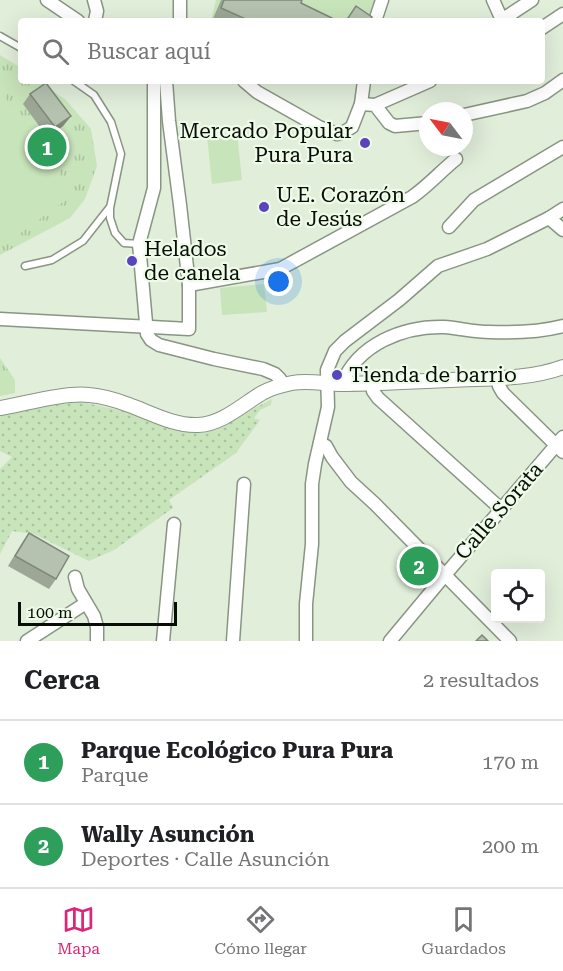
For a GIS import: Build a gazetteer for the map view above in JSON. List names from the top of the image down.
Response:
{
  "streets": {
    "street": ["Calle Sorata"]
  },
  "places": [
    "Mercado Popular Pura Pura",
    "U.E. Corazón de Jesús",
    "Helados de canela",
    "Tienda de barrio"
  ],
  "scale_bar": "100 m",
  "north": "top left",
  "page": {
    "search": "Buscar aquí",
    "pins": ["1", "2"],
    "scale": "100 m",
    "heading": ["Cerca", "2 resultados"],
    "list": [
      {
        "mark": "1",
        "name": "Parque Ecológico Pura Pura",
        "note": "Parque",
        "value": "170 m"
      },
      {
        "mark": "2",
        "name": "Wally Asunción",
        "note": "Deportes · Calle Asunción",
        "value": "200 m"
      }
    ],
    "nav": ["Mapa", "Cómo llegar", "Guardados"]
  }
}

+++

### Exercise details
Make an exact copy of the data above, pictures excluded.

### The completed task
For a GIS import: Build a gazetteer for the map view above in JSON. List names from the top of the image down.
Response:
{
  "streets": {
    "street": ["Calle Sorata"]
  },
  "places": [
    "Mercado Popular Pura Pura",
    "U.E. Corazón de Jesús",
    "Helados de canela",
    "Tienda de barrio"
  ],
  "scale_bar": "100 m",
  "north": "top left",
  "page": {
    "search": "Buscar aquí",
    "pins": ["1", "2"],
    "scale": "100 m",
    "heading": ["Cerca", "2 resultados"],
    "list": [
      {
        "mark": "1",
        "name": "Parque Ecológico Pura Pura",
        "note": "Parque",
        "value": "170 m"
      },
      {
        "mark": "2",
        "name": "Wally Asunción",
        "note": "Deportes · Calle Asunción",
        "value": "200 m"
      }
    ],
    "nav": ["Mapa", "Cómo llegar", "Guardados"]
  }
}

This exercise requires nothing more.